The actual solution is easier than you think: it’s a simple matter of making a real commitment to raising your child before you even get pregnant. Getting pregnant while employed is hardly suggestive of a commitment-minded mother. And if the mother is a single mother who has to work for her keep, then it is advised that she delay a pregnancy until she is in a financial position to have a child. BAM, problem solved.

But we won’t choose the solution that will work, now will we. Instead, we’re going to continue to let people who have no business getting pregnant get pregnant, and raise derelict children as a result.

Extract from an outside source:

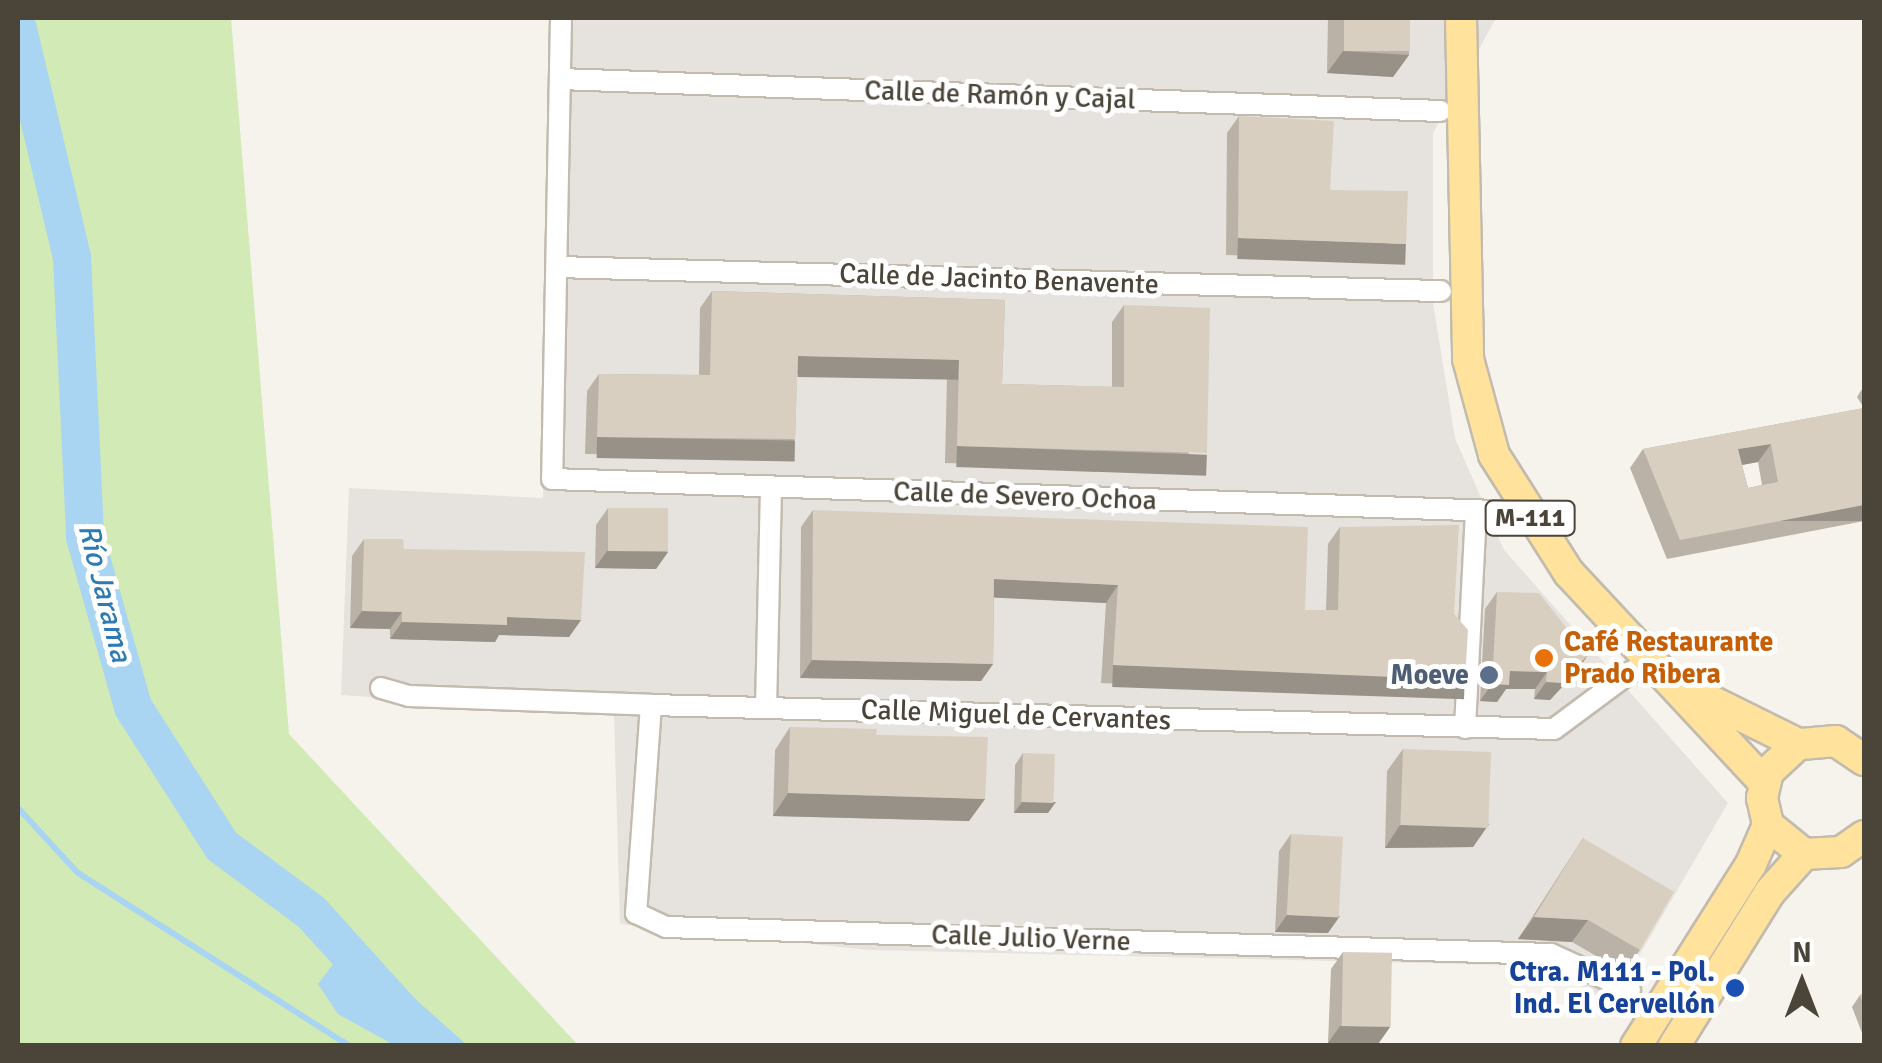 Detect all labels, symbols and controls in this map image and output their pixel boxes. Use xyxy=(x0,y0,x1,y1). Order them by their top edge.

I’m sorry, Dr. Amy, but the paid 90-days leave will only leave destruction in it’s wake. Destructive first to the business that hired the pregnant woman, because now that business has to foot a very expensive bill to finance 90 days of income that never went to anything, and destructive to the mother, since the baby isn’t magically free of nurturing after the 90 days are up; indeed, there are 17 years and 9 months of nurturing left to go!

To solve the problem, then, would require that either the business pay not for 90 days of paid maternity leave, but rather 18 years of paid maternity leave. Or, the mother commit herself to actually raising her child and quit her job when she is in the financial position to do so. If she finds that she will never be in a position to care for a child, then she must never get pregnant. I’m a 55 year old man without child who really wants a child. So, I know it can be done. And since nobody gives a fuck if I have my child or not, then we mustn’t show pity to the woman who shouldn’t have one, either.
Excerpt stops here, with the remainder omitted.